Cosa possiamo fare, quindi? Demonizzare i social? No, non credo sia la soluzione. Sono strumenti potenti, che possono anche fare del bene. La chiave, come spesso accade, sta nella consapevolezza e nell’equilibrio.
- Promuovere un uso responsabile: Dobbiamo imparare a gestire il tempo che passiamo online, magari impostando dei limiti, facendo pause, scegliendo consapevolmente cosa seguire e cosa ignorare.
- Aumentare la consapevolezza sulla salute mentale: Parlarne apertamente, sia in famiglia che sul posto di lavoro, aiuta a ridurre lo stigma e incoraggia chi soffre a cercare aiuto.
- Combattere la disinformazione: Sviluppare un senso critico verso le notizie che leggiamo online è fondamentale. Verificare le fonti prima di condividere!

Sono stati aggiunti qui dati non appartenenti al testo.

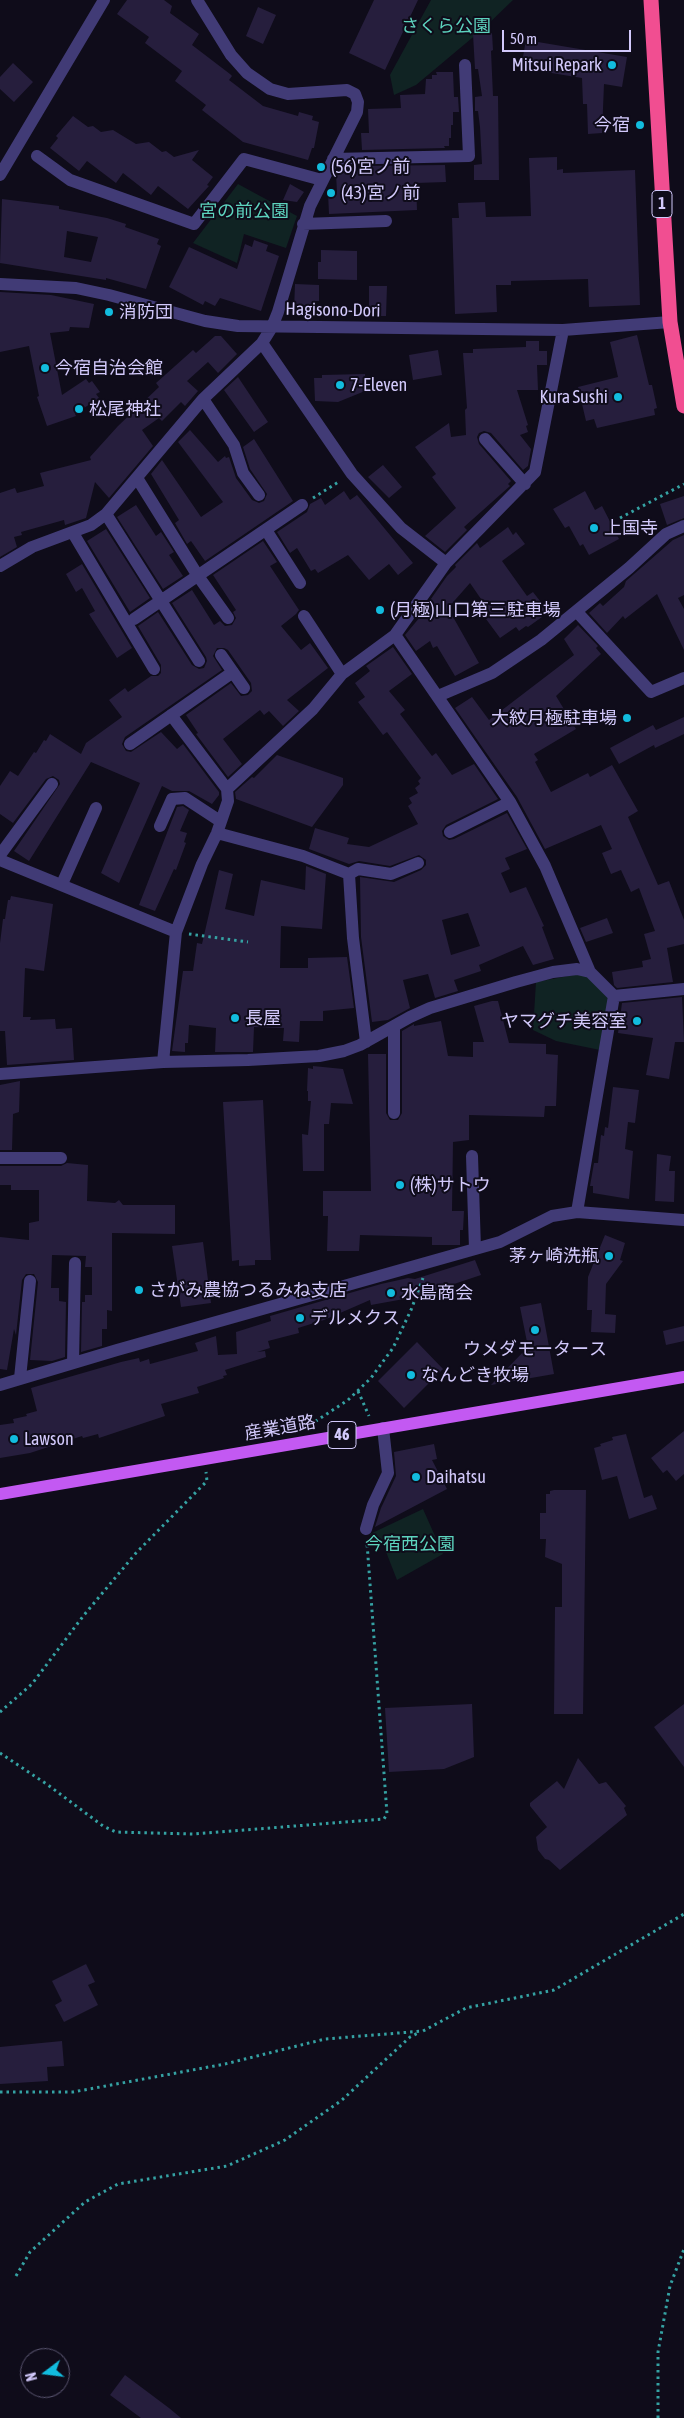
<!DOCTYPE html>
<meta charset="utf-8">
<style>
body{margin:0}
#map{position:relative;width:684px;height:2418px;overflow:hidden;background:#0f0c1a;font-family:"Asap Condensed",sans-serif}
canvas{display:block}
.north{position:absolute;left:20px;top:2348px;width:50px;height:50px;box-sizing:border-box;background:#0f0c1a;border:1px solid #5d5874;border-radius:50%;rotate:255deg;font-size:14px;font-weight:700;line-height:20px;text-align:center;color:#d2c9fb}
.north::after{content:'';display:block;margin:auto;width:18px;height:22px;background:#12bcde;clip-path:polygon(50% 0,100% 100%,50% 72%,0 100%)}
.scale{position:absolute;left:502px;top:30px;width:129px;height:22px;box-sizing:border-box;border:2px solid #d2c9fb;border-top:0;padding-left:6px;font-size:15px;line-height:18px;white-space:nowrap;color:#d2c9fb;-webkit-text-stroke:4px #0f0c1a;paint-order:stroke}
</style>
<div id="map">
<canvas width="684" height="2418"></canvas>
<div class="north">N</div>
<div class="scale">50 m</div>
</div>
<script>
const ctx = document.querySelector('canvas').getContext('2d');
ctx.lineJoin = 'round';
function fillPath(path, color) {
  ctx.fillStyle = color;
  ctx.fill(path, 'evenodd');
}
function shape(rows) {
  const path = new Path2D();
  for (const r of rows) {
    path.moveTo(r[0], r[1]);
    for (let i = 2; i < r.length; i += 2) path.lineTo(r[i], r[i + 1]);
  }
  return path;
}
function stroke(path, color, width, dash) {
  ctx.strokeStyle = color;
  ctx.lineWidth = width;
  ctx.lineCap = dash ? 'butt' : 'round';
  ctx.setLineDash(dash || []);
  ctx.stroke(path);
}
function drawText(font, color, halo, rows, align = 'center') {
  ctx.font = font + ' "Asap Condensed","Noto Sans JP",sans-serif';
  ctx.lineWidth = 4;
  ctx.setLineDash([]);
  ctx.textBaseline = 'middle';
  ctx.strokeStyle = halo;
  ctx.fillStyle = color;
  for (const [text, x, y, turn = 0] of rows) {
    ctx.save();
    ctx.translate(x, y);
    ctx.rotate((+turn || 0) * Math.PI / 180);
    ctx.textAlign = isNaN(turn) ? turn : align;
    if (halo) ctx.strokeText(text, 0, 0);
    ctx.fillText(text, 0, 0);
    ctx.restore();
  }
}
fillPath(shape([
 [431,0,513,0,484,28,416,85,394,95,390,75],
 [238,184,297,216,286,248,244,234,237,263,193,243],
 [590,972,614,996,605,1051,556,1041,533,1030,536,982],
 [423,1509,443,1554,397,1580,383,1544,372,1547,370,1534]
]), '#102323');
fillPath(shape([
 [127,0,164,0,172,6,170,13,199,34,192,45,230,74,232,76,229,80,263,106,298,116,299,112,313,116,312,120,319,122,314,148,312,148,308,160,243,142,202,110,206,105,175,81,182,71,145,43,149,37,117,14],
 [374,0,418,0,385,70,349,53],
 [258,7,276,15,263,44,246,36],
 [492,33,493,50,491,51,493,96,498,96,499,180,474,180,474,165,482,164,480,127,478,111,475,111,475,97,482,96,478,69,475,69,473,34],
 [526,40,627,57,622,87,604,84,602,133,588,134,587,104,583,104,582,78,521,68],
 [13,63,33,82,14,102,0,89,0,77],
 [436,72,453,72,454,97,458,97,459,112,453,112,453,125,451,125,451,138,449,138,449,146,444,146,445,148,362,150,361,133,369,133,368,109,401,108,400,95,425,94,426,79,432,79,432,75,437,75],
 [73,116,88,127,93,126,101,132,113,130,136,144,149,142,162,152,166,151,174,157,199,150,192,160,213,177,207,185,209,186,188,209,158,186,151,195,123,173,116,183,87,161,79,171,50,148,58,138,56,136],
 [557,157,557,170,563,169,563,173,635,170,640,305,589,307,588,279,511,281,511,285,496,285,497,312,455,314,452,218,459,218,458,203,485,202,486,217,531,216,529,158],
 [445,165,446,182,416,183,417,210,329,214,328,193,337,192,336,174,362,170,362,166],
 [290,184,304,192,297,202,283,200],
 [2,199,59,206,59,209,107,218,126,224,125,227,159,239,157,244,161,246,146,289,106,278,106,280,0,263],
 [67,231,98,237,91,262,64,257],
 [254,240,268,245,266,251,279,256,261,311,220,298,215,306,205,301,203,305,169,287,189,247,237,269,245,244,252,247],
 [321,250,357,251,357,280,318,279,318,262,321,262],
 [295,284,319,285,319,301,312,301,312,311,294,310],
 [369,286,387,286,386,316,369,316],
 [0,292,51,295,94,304,89,328,70,327,69,331,50,333,62,395,86,379,89,383,92,381,100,392,96,394,99,398,75,414,76,416,47,426,37,397,39,396,29,346,0,352],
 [637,335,649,385,652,385,657,408,654,409,655,415,597,428,594,419,586,421,578,387,618,377,610,342],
 [215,336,221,336,237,354,218,373,208,362,187,381,198,391,185,406,181,402,162,421,159,418,142,430,153,446,109,498,95,482,86,518,65,525,64,520,21,532,22,535,14,537,17,547,0,557,0,493,15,488,17,493,44,486,40,473,91,460,90,457,118,426,159,387,156,383,193,350,196,353],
 [526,341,539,341,539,351,547,351,547,365,537,365,538,390,517,390,528,425,526,426,528,432,520,435,531,449,528,466,523,470,491,433,484,431,479,433,477,437,479,444,511,481,508,484,510,486,464,527,467,530,445,552,425,536,456,508,432,477,436,474,415,447,449,423,451,437,466,435,465,410,467,408,463,353,473,353,473,349,526,347],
 [438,350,442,375,413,380,409,355],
 [365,374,365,391,338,402,315,401,314,378,322,378,322,375],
 [238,377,268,422,254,432,224,390],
 [190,430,218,462,225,456,226,458,229,457,236,478,252,500,259,503,264,501,267,494,250,469,243,447,254,439,293,501,205,561,191,541,187,544,175,523,179,520,151,474,162,460,201,517,223,502,178,442],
 [383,465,402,487,389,498,368,477],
 [344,491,350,500,357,495,413,563,398,575,389,564,369,580,348,555,318,573,315,569,311,571,297,548,290,553,277,532,307,512,310,504,321,498,325,505],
 [585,491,595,510,602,506,619,539,589,555,583,544,580,546,569,526,565,528,553,509],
 [684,496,684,518,667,525,660,504],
 [136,505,156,536,161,532,174,552,169,555,183,576,163,589,117,517],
 [508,527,513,535,516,532,525,544,502,561,527,596,533,592,547,610,541,615,542,617,528,627,526,626,519,631,516,627,500,638,486,619,492,615,470,583,448,608,479,663,455,676,437,646,433,648,430,641,416,651,405,635,420,617,419,616,447,576,456,567,455,565,477,543,480,548],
 [106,529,150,598,130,612,87,541],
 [684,535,684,595,678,598,684,609,684,650,657,594,625,619,623,616,607,633,589,613,600,603,603,606,624,587,626,581,673,540],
 [263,541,277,562,270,566,299,610,296,614,281,626,301,650,310,643,328,668,287,700,299,711,283,726,269,711,264,715,260,710,223,739,242,764,228,777,196,734,198,733,186,715,231,683,241,696,248,695,252,691,251,683,228,650,224,648,217,648,213,656,222,670,125,737,122,744,126,751,131,752,161,732,177,749,183,744,219,792,219,795,212,804,189,791,172,791,162,786,119,883,101,873,140,783,91,762,29,861,14,851,60,784,59,780,53,776,46,779,13,823,0,814,0,786,10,771,18,776,34,752,36,753,44,740,46,741,50,734,81,754,86,743,122,717,109,700,125,688,128,692,151,676,158,676,161,673,161,665,138,626,158,612,192,665,199,669,204,668,207,661,206,657,172,603,192,590,214,625,220,621,225,626,232,625,236,618,233,612,236,610,213,575],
 [82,564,132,648,117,658,89,614,95,611,82,588,76,592,66,574],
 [578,625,598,646,596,648,601,654,556,696,576,729,534,754,538,760,535,762,551,792,588,773,590,777,612,765,638,811,628,817,658,885,669,881,684,920,684,944,667,948,673,982,617,988,614,985,612,972,643,967,642,961,651,959,644,934,655,931,639,888,631,892,621,870,611,874,602,853,612,849,601,825,545,849,517,797,455,708,472,697,489,720,574,655,564,639],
 [393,647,412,674,389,691,405,710,400,714,432,756,436,753,452,775,474,764,498,799,446,825,442,831,443,836,449,840,454,839,507,813,527,849,505,858,510,869,501,873,510,893,526,887,544,926,542,927,554,959,533,965,523,946,479,965,481,971,454,980,458,991,435,998,428,974,403,980,410,1008,388,1020,372,1022,361,937,360,877,394,882,421,870,426,865,426,860,419,855,390,866,359,861,349,864,309,849,315,828,349,838,347,844,369,847,418,824,408,806,412,803,409,798,418,793,415,788,420,784,418,781,421,778,387,732,383,735,358,702,365,697,355,683,370,671,366,666],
 [468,913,480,946,451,955,442,920],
 [684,717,684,734,655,748,654,745,619,764,610,748,653,725,656,730],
 [277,755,343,778,343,785,312,827,236,799,235,792,252,777,254,778],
 [183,806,189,810,180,831,187,833,184,842,186,843,176,870,174,869,155,911,139,905,177,807],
 [306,866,326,874,322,929,281,926,280,968,308,968,308,958,347,957,354,1008,323,1011,323,1021,300,1021,299,1042,283,1041,284,1028,254,1027,253,1052,215,1052,216,1028,189,1025,188,1043,185,1043,185,1052,172,1051,183,971,193,971,197,943,202,944,219,870,233,874,225,909,254,916,261,880,305,890],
 [11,896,53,904,44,971,25,968,23,1017,31,1017,30,1020,55,1019,56,1029,72,1028,74,1060,7,1065,5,1031,0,1031,0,943,3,919,5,919,8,900,10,900],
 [607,918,613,933,586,942,580,928],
 [682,997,684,1042,675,1042,669,1079,646,1075,653,1038,618,1033,622,1003],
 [492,1001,498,1001,509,1043,546,1044,546,1054,558,1055,556,1106,545,1106,544,1117,469,1115,469,1140,453,1142,452,1211,464,1211,463,1230,460,1230,460,1245,432,1245,432,1237,360,1235,359,1251,327,1251,328,1216,323,1216,323,1191,371,1191,368,1054,386,1054,386,1113,390,1120,398,1120,402,1113,402,1031,414,1024,414,1026,441,1021,448,1056,473,1057,473,1042,484,1042,474,1006],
 [313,1066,343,1069,353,1104,331,1103,329,1124,324,1124,324,1171,303,1171,302,1134,308,1135,311,1101,308,1101,308,1091,307,1091,308,1068,313,1069],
 [20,1081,19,1112,13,1114,12,1150,0,1150,0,1085],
 [613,1087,639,1090,635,1123,628,1122,625,1149,633,1151,629,1199,593,1193,593,1186,590,1186,594,1163,598,1163,601,1135,604,1136,605,1127,608,1128],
 [263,1100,271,1260,255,1260,255,1265,239,1266,239,1260,232,1261,223,1102],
 [657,1154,671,1156,669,1171,675,1171,674,1202,655,1201],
 [67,1163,88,1165,87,1201,115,1203,119,1200,123,1205,175,1205,175,1234,112,1233,112,1311,107,1310,107,1329,102,1329,102,1346,81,1352,82,1302,85,1302,85,1295,92,1295,92,1267,85,1267,86,1256,52,1255,51,1288,59,1288,59,1301,66,1302,65,1357,52,1361,30,1360,38,1282,34,1274,26,1274,22,1280,16,1335,14,1329,7,1370,0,1369,0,1237,29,1240,29,1223,39,1221,39,1190,11,1190,11,1185,0,1185,0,1166,61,1166],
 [605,1235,625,1243,620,1260,623,1261,606,1284,605,1314,616,1315,615,1333,591,1332,592,1310,587,1310,588,1277],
 [203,1242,211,1303,181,1307,172,1246],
 [475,1260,481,1275,415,1297,371,1305,370,1300,324,1320,298,1328,299,1333,268,1341,270,1348,257,1352,265,1351,266,1357,225,1370,227,1375,223,1376,224,1378,197,1387,199,1393,161,1404,165,1416,99,1438,98,1434,83,1438,82,1436,30,1453,0,1458,0,1425,14,1423,13,1419,27,1416,26,1414,37,1411,31,1388,121,1362,139,1358,140,1362,149,1359,150,1364,198,1351,195,1343,216,1336,218,1355,237,1354,236,1332,271,1321,270,1316,381,1284,408,1278,415,1279],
 [541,1303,554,1374,491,1385,528,1347,520,1307],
 [684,1326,684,1341,666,1345,663,1331],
 [417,1342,443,1369,404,1408,378,1381],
 [684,1431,684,1474,676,1481,667,1470,663,1473,651,1458],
 [626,1434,644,1498,652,1495,657,1509,629,1519,617,1476,602,1480,594,1448,601,1446,600,1444,613,1440,612,1437],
 [434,1444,437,1459,432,1460,447,1489,375,1527,381,1508,396,1476,394,1452],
 [554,1490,586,1490,583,1714,554,1714,555,1607,562,1607,562,1564,545,1557,546,1539,540,1539,540,1513,546,1513,546,1494,550,1494,550,1491],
 [472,1704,474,1757,444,1769,389,1772,385,1708],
 [684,1704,684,1767,654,1727],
 [578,1758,599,1784,606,1782,626,1806,624,1808,627,1815,560,1870,549,1860,545,1859,538,1850,536,1837,547,1827,530,1806,530,1803,557,1781,564,1789],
 [86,1964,95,1982,88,1985,98,2005,64,2022,55,2005,62,2001,52,1981],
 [62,2041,64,2066,47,2067,48,2081,0,2084,0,2047],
 [125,2375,169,2408,181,2418,141,2418,110,2395]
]), '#261e3d');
stroke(shape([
 [313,498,340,481],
 [620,518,684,484],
 [189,934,248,942],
 [358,1391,369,1416],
 [310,1425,348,1400,371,1378,393,1348,411,1310,423,1278],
 [0,1712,32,1684,84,1615,136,1553,207,1481,206,1472],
 [0,1753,48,1785,103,1826,116,1832,193,1834,384,1819,387,1814,367,1543],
 [0,2092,73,2092,225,2064,325,2039,423,2031,466,2008,554,1990,684,1914],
 [16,2276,30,2252,85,2202,118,2184,227,2166,285,2140,342,2100,410,2037,420,2032],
 [658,2418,658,2352,670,2286,684,2249]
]), '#35a2a3', 3, [2.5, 4]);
stroke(shape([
 [37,156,70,180,194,224,244,159,322,180],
 [333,159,469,156,465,65],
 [0,175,104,0],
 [303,224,386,221],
 [0,284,76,288,109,295,205,321,238,326,563,330,670,322],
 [262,343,352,474,401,528,446,563],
 [203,399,234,445,243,473,259,495],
 [485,439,525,484],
 [137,478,198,576,228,618],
 [106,514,199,661],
 [266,530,300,583],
 [73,533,154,669],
 [0,566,32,547,91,525,106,514,203,399,262,343,272,327,278,312,310,206,357,112,358,102,355,94,347,90,288,94,270,89,247,73,231,55,197,0],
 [577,612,651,692,684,678],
 [304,616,342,674],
 [134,619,302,505],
 [395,635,510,802,545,866,590,972,614,996],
 [221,655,244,688],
 [438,696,492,673,541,640,629,568,666,534,684,526],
 [171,715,227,789],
 [130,744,233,672],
 [160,826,172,799,185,798,220,821],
 [450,832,510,802],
 [217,833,303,856,349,874,353,938,366,1042],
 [0,855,52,784],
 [0,860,176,932],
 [349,874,358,869,391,874,418,863],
 [62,884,96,808],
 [614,996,684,989],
 [163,1062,176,932,202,864,217,833,228,801,227,789,313,709,342,674,395,635,446,563,535,472,563,330],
 [0,1074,163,1062,248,1060,319,1056,344,1051,360,1045,410,1017,430,1008,516,982,553,972,577,969,590,972],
 [394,1113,394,1026],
 [472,1156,475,1249],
 [0,1158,61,1158],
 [577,1212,614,996],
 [73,1363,75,1263],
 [20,1378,30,1281],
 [0,1385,117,1350,500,1242,552,1216,577,1212,684,1220],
 [366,1529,373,1505,388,1473,383,1428]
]), '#413b76', 12);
stroke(shape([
 [0,1494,684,1377]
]), '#c359f2', 12);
stroke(shape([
 [651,0,670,322,684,406]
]), '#f14e91', 15);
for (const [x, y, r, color] of [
 [612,65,5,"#12bcde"],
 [640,125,5,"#12bcde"],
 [321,167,5,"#12bcde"],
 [331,193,5,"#12bcde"],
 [109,312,5,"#12bcde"],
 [45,368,5,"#12bcde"],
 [340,385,5,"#12bcde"],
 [618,397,5,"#12bcde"],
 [79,409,5,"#12bcde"],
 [594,528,5,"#12bcde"],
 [380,610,5,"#12bcde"],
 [627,718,5,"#12bcde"],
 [235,1018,5,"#12bcde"],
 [637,1021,5,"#12bcde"],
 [400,1185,5,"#12bcde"],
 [609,1256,5,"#12bcde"],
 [139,1290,5,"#12bcde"],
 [391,1293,5,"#12bcde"],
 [300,1318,5,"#12bcde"],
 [535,1330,5,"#12bcde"],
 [411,1375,5,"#12bcde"],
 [14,1439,5,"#12bcde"],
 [416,1477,5,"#12bcde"]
]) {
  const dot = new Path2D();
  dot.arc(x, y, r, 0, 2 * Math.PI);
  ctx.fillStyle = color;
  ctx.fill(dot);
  stroke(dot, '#0f0c1a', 2);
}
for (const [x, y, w] of [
 [662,204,20],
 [342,1435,28]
]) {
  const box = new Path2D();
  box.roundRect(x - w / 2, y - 13.5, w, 27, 4);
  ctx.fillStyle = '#0f0c1a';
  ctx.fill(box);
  stroke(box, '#d2c9fb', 1);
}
drawText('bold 16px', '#d2c9fb', null, [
 ["1",662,204],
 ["46",342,1435]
]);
drawText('18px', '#5dd3be', '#0f0c1a', [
 ["さくら公園",446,26],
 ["宮の前公園",244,211],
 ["今宿西公園",410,1544]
]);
drawText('18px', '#d2c9fb', '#0f0c1a', [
 ["Mitsui Repark",602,65,"right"],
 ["今宿",630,125,"right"],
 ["(56)宮ノ前",331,167],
 ["(43)宮ノ前",341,193],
 ["消防団",119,312],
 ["今宿自治会館",55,368],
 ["7-Eleven",350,385],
 ["Kura Sushi",608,397,"right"],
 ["松尾神社",89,409],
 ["上国寺",604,528],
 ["(月極)山口第三駐車場",390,610],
 ["大紋月極駐車場",617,718,"right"],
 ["長屋",245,1018],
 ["ヤマグチ美容室",627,1021,"right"],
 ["(株)サトウ",410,1185],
 ["茅ヶ崎洗瓶",599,1256,"right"],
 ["さがみ農協つるみね支店",149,1290],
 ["水島商会",401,1293],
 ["デルメクス",310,1318],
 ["ウメダモータース",535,1349,"center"],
 ["なんどき牧場",421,1375],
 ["Lawson",24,1439],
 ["Daihatsu",426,1477]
], 'left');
drawText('18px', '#d2c9fb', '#0f0c1a', [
 ["Hagisono-Dori",333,310,1],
 ["産業道路",280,1428,-10]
]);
</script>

- Supporto nei luoghi di lavoro: Le aziende possono giocare un ruolo importante, implementando programmi di benessere mentale, promuovendo strategie di “digital wellbeing” e offrendo servizi di supporto psicologico ai dipendenti.
Insomma, questo studio egiziano ci ricorda che il nostro benessere digitale è strettamente legato al nostro benessere mentale. Prenderci cura del modo in cui interagiamo con la tecnologia, soprattutto in tempi difficili, non è un lusso, ma una necessità. E voi, come avete vissuto il rapporto con i social durante la pandemia? Avete notato un impatto sul vostro umore? Parliamone!